**Task item**
Output the full listing below exactly; the images stay out.

**Information supplied**
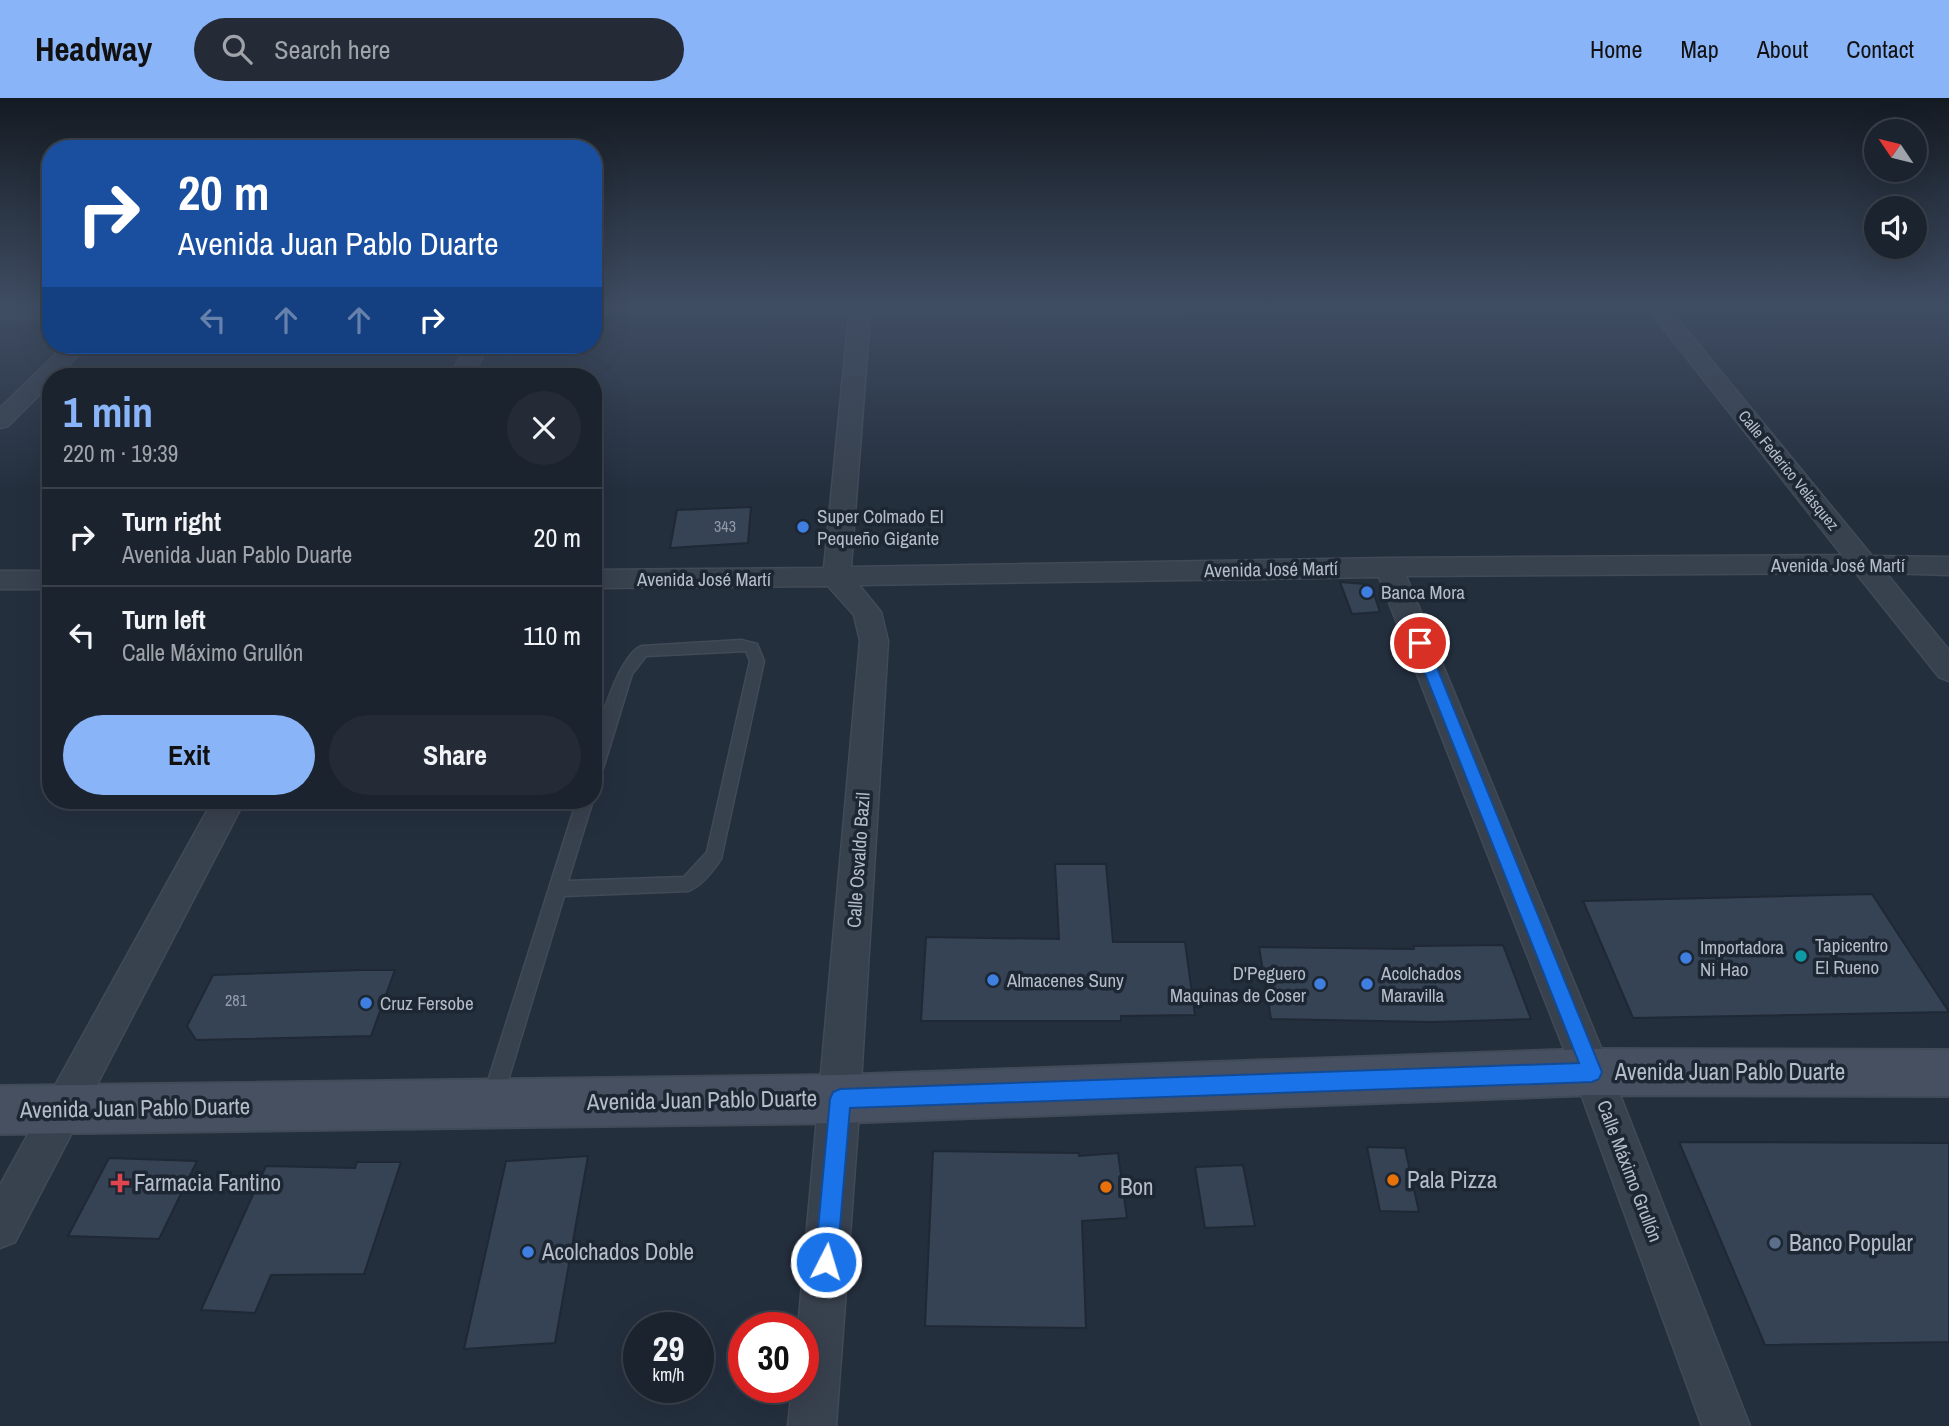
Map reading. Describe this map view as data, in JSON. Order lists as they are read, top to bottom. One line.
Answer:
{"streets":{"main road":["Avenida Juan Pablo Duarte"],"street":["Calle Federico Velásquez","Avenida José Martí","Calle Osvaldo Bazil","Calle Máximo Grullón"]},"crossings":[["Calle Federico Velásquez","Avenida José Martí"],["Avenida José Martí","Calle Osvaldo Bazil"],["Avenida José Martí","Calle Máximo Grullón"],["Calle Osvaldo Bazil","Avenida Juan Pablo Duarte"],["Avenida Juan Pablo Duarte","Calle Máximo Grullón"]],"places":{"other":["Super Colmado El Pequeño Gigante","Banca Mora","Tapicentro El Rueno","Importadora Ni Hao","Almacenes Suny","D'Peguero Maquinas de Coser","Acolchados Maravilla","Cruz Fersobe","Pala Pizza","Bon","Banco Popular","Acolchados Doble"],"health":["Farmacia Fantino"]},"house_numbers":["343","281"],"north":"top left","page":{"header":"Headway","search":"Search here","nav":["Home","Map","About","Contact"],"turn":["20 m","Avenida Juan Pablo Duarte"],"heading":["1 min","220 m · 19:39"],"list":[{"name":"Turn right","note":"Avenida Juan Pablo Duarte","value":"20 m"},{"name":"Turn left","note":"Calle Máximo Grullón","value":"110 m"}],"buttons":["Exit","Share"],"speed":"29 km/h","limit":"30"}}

**Output of the exercise**
Map reading. Describe this map view as data, in JSON. Order lists as they are read, top to bottom. One line.
Answer:
{"streets":{"main road":["Avenida Juan Pablo Duarte"],"street":["Calle Federico Velásquez","Avenida José Martí","Calle Osvaldo Bazil","Calle Máximo Grullón"]},"crossings":[["Calle Federico Velásquez","Avenida José Martí"],["Avenida José Martí","Calle Osvaldo Bazil"],["Avenida José Martí","Calle Máximo Grullón"],["Calle Osvaldo Bazil","Avenida Juan Pablo Duarte"],["Avenida Juan Pablo Duarte","Calle Máximo Grullón"]],"places":{"other":["Super Colmado El Pequeño Gigante","Banca Mora","Tapicentro El Rueno","Importadora Ni Hao","Almacenes Suny","D'Peguero Maquinas de Coser","Acolchados Maravilla","Cruz Fersobe","Pala Pizza","Bon","Banco Popular","Acolchados Doble"],"health":["Farmacia Fantino"]},"house_numbers":["343","281"],"north":"top left","page":{"header":"Headway","search":"Search here","nav":["Home","Map","About","Contact"],"turn":["20 m","Avenida Juan Pablo Duarte"],"heading":["1 min","220 m · 19:39"],"list":[{"name":"Turn right","note":"Avenida Juan Pablo Duarte","value":"20 m"},{"name":"Turn left","note":"Calle Máximo Grullón","value":"110 m"}],"buttons":["Exit","Share"],"speed":"29 km/h","limit":"30"}}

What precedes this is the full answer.